## Task:
Find the lines below in which the string "linejoin" occurs. Copy each one.

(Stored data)
• • • • •

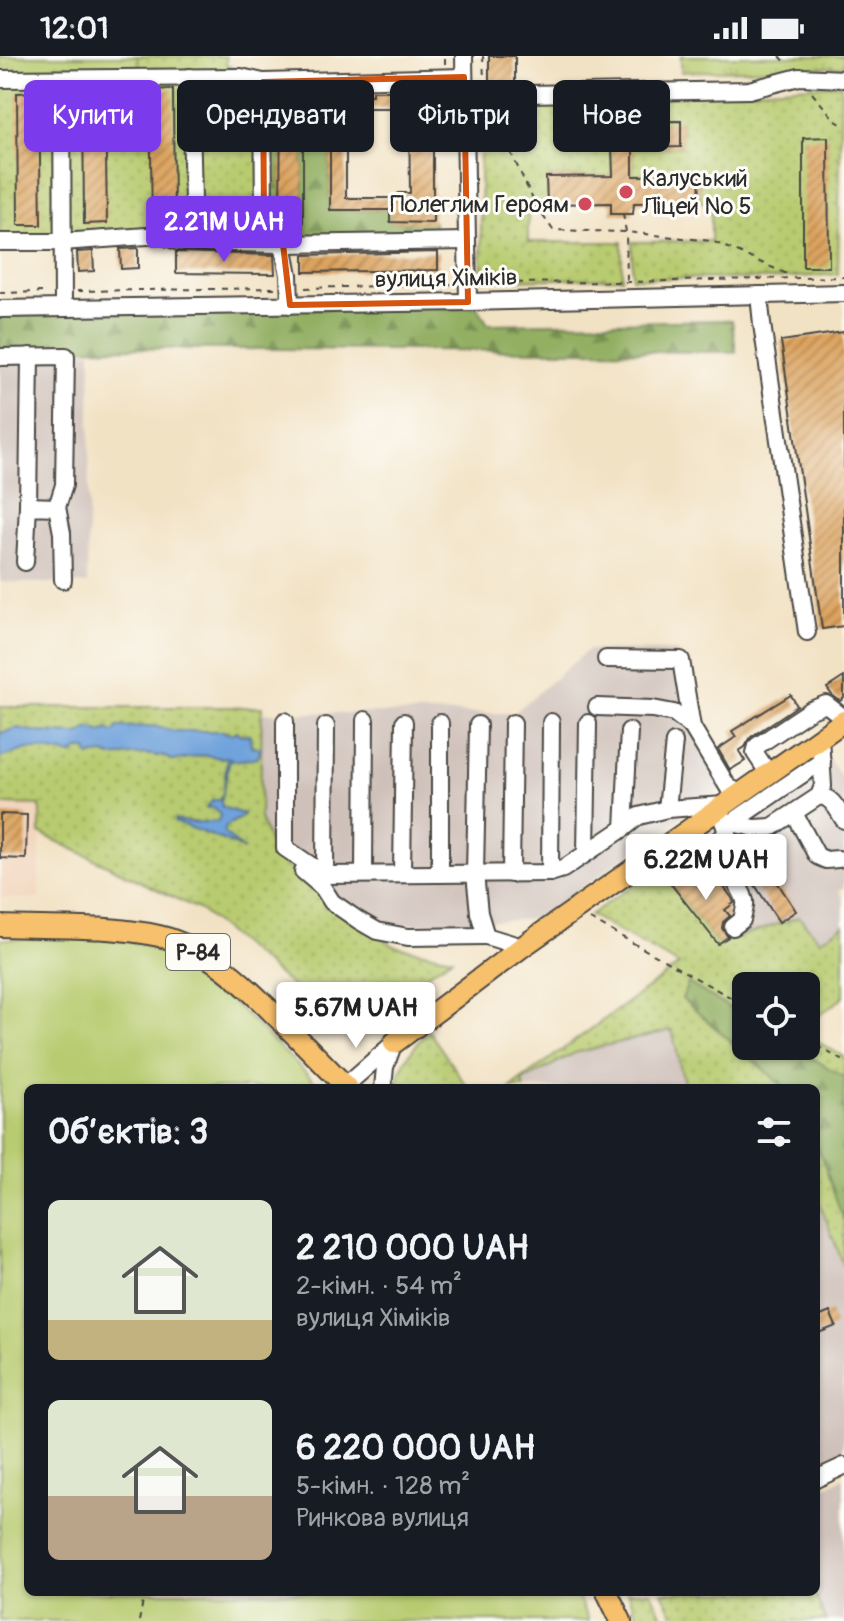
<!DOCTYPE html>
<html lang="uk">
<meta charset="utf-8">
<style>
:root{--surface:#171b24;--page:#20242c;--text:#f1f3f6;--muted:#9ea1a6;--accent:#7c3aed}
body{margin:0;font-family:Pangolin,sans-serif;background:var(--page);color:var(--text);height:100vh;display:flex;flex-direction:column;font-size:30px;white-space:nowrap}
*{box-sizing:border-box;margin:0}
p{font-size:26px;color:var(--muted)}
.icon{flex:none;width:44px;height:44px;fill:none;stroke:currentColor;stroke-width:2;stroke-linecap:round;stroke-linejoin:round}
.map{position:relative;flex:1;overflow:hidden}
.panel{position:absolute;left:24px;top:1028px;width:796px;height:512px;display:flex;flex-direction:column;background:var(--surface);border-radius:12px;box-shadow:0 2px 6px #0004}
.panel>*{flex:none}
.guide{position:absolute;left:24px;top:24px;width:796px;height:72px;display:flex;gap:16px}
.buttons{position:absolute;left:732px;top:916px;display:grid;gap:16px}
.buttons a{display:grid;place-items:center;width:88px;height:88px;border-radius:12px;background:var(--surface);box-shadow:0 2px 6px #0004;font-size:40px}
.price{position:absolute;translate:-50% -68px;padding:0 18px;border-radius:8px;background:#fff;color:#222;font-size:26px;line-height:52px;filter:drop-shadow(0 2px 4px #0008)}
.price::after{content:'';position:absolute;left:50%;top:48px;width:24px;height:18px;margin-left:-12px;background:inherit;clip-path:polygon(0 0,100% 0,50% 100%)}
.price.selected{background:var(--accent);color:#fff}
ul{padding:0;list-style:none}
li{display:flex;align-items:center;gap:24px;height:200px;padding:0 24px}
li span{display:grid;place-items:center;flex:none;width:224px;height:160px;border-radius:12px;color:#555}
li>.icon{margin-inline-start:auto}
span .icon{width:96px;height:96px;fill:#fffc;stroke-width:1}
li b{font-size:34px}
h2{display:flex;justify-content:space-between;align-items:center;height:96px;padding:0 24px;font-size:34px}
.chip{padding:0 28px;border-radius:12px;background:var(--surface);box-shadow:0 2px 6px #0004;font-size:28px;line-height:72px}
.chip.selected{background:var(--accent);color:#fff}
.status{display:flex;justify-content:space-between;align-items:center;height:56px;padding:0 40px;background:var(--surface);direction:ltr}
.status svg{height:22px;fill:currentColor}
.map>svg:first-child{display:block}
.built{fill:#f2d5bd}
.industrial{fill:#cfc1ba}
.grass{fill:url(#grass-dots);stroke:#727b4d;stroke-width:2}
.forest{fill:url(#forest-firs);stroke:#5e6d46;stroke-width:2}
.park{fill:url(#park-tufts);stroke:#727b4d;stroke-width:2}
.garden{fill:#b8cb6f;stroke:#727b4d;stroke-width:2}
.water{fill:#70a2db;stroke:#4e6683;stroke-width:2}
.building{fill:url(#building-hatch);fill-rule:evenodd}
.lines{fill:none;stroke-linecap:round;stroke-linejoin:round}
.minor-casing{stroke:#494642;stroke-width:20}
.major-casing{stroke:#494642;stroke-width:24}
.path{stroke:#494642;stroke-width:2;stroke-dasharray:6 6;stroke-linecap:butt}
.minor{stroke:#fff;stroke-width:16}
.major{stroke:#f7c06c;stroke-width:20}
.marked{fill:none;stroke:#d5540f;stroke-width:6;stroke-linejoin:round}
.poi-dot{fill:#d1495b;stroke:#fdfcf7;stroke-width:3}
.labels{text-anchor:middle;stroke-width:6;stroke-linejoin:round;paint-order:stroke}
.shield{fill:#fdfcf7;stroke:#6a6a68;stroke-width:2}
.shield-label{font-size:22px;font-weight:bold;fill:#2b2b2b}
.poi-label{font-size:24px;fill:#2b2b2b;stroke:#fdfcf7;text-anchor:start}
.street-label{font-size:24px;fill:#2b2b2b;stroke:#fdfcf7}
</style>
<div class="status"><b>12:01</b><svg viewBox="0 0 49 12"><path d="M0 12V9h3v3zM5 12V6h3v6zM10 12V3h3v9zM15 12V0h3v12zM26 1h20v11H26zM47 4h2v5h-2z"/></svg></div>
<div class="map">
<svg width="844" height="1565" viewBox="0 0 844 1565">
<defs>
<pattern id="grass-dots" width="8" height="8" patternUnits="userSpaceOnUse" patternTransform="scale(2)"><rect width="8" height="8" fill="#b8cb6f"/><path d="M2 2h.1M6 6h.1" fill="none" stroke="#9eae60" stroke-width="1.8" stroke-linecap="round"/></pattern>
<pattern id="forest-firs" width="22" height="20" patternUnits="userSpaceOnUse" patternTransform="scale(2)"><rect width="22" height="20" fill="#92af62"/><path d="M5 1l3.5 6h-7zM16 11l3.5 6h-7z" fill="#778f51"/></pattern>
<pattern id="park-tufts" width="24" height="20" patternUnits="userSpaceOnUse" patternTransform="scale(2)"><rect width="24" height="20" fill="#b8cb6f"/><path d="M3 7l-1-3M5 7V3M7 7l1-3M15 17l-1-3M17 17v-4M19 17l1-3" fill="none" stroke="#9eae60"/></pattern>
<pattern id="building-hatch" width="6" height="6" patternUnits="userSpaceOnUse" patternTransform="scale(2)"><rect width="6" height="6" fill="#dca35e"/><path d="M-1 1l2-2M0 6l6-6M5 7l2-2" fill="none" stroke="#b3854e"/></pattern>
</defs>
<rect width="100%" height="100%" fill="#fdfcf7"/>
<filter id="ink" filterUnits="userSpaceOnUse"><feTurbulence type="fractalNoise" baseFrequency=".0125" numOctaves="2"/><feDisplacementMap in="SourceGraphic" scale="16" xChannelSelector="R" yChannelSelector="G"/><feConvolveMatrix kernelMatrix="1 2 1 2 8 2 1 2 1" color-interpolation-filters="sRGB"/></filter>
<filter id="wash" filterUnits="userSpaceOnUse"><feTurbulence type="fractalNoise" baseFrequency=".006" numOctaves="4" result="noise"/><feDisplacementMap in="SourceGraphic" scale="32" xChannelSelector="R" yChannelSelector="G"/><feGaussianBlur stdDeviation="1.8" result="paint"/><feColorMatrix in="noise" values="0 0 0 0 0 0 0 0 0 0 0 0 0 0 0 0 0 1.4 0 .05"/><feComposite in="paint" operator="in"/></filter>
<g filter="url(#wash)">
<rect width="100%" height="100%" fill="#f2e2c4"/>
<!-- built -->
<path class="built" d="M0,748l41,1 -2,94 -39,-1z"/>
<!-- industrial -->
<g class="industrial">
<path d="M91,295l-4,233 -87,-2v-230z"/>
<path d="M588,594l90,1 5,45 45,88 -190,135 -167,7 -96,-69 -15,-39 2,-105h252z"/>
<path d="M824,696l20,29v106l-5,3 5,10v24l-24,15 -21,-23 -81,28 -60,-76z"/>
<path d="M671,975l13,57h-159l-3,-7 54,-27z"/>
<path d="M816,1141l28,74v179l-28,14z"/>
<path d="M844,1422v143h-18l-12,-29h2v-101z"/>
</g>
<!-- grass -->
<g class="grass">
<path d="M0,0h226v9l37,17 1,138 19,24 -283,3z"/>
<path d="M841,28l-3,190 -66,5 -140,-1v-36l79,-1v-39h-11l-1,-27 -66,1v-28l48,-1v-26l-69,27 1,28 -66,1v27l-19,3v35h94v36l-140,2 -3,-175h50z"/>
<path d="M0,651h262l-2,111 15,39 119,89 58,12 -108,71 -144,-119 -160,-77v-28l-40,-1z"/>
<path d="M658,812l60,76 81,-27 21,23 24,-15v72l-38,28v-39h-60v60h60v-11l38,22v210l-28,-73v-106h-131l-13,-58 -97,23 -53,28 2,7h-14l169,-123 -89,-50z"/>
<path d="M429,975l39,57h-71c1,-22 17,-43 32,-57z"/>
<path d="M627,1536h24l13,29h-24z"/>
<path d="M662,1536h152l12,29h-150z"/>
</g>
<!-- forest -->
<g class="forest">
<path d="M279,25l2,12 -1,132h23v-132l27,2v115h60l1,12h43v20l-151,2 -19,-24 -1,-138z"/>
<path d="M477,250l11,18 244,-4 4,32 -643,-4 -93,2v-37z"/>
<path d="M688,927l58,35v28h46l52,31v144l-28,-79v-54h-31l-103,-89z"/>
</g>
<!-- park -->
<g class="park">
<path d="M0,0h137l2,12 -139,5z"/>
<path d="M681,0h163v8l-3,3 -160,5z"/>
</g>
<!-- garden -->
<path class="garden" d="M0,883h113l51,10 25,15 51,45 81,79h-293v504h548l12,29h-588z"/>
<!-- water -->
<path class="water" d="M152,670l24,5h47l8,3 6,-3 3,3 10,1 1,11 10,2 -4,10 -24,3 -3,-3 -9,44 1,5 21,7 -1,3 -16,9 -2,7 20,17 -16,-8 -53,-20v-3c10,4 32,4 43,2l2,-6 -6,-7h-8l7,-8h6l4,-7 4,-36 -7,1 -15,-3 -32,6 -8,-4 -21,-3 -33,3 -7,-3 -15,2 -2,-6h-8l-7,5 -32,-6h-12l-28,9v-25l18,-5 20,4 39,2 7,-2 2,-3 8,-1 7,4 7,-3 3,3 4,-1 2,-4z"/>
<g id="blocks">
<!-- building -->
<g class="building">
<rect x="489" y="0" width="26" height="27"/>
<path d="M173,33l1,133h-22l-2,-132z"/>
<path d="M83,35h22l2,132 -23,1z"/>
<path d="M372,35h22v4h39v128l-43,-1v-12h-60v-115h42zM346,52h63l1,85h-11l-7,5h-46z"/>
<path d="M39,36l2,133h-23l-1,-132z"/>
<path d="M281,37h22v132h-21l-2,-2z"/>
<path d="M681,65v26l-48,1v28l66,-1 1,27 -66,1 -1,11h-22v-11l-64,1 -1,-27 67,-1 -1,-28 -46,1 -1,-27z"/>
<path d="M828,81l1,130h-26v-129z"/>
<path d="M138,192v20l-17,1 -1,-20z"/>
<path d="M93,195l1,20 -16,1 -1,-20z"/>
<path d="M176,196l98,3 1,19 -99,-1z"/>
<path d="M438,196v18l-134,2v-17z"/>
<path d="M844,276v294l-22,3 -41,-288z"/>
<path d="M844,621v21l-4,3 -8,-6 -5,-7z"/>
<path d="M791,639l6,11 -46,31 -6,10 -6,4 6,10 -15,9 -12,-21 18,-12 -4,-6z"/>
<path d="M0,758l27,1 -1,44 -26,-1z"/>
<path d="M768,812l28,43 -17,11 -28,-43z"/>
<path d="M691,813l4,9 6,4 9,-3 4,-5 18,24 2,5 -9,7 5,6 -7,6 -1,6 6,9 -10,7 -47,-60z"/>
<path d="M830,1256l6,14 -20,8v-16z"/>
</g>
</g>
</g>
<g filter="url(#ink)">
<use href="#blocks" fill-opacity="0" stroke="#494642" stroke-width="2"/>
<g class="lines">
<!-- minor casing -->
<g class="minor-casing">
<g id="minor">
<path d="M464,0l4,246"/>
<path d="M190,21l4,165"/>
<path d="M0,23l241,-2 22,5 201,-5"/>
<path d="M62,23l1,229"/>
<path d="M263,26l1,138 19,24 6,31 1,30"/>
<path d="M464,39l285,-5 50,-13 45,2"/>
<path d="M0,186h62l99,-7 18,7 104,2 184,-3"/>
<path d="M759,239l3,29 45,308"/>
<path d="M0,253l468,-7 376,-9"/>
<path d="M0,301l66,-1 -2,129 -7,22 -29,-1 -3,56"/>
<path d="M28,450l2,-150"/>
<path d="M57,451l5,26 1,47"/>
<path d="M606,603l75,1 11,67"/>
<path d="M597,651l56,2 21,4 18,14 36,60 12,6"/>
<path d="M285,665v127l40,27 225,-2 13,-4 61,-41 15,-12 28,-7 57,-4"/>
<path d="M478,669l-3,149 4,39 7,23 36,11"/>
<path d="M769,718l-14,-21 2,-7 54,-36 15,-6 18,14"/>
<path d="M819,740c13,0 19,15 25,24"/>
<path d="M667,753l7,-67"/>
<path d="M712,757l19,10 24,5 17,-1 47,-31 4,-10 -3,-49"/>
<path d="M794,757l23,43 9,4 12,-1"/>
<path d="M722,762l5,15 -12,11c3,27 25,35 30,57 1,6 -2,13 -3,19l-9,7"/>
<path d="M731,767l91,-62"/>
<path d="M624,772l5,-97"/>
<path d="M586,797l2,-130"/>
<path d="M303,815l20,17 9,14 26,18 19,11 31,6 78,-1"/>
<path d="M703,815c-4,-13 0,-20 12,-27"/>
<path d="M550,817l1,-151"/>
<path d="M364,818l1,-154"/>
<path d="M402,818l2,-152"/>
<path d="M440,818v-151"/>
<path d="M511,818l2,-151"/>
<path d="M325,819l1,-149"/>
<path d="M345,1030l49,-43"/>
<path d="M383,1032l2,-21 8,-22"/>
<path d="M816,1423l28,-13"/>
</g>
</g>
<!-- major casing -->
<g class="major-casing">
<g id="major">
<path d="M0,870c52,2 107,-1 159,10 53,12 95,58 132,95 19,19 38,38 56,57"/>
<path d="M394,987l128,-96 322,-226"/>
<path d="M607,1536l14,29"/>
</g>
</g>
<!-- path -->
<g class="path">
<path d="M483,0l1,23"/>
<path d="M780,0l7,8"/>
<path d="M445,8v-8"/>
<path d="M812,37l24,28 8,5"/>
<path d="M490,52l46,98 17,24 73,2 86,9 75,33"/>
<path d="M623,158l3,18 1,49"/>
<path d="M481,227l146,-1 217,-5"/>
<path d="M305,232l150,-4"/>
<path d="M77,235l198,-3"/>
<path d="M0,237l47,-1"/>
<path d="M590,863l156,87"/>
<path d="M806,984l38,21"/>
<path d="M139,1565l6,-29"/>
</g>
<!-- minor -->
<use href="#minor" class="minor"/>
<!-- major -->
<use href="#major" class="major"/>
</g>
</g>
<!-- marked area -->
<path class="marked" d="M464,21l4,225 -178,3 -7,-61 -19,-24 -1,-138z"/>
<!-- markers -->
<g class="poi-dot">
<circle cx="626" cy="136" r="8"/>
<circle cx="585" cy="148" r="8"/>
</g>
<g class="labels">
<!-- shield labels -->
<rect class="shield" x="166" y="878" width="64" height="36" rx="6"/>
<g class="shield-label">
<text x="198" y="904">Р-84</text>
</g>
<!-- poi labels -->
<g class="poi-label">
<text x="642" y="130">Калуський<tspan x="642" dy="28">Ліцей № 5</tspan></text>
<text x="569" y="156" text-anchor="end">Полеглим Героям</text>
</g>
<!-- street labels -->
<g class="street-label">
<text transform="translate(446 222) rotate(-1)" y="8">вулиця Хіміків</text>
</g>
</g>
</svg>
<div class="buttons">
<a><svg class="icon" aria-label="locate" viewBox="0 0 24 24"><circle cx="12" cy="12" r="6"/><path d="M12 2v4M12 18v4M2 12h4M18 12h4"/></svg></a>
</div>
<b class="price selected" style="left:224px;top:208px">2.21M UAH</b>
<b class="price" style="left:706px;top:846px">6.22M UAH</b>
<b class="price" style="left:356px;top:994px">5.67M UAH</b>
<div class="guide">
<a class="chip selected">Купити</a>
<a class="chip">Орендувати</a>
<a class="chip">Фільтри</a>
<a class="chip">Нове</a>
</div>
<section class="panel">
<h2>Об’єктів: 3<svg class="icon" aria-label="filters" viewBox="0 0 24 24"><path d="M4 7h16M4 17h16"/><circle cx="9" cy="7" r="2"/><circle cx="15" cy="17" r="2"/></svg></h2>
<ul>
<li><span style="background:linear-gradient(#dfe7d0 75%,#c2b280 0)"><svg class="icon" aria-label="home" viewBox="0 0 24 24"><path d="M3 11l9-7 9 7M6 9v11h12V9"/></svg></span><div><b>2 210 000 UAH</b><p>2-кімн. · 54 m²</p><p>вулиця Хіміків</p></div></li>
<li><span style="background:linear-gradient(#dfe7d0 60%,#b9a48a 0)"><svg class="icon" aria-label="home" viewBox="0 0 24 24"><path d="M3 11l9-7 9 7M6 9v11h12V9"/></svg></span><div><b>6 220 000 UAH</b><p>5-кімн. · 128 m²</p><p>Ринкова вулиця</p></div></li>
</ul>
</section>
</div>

• • • • •

## Solution below:
.icon{flex:none;width:44px;height:44px;fill:none;stroke:currentColor;stroke-width:2;stroke-linecap:round;stroke-linejoin:round}
.lines{fill:none;stroke-linecap:round;stroke-linejoin:round}
.marked{fill:none;stroke:#d5540f;stroke-width:6;stroke-linejoin:round}
.labels{text-anchor:middle;stroke-width:6;stroke-linejoin:round;paint-order:stroke}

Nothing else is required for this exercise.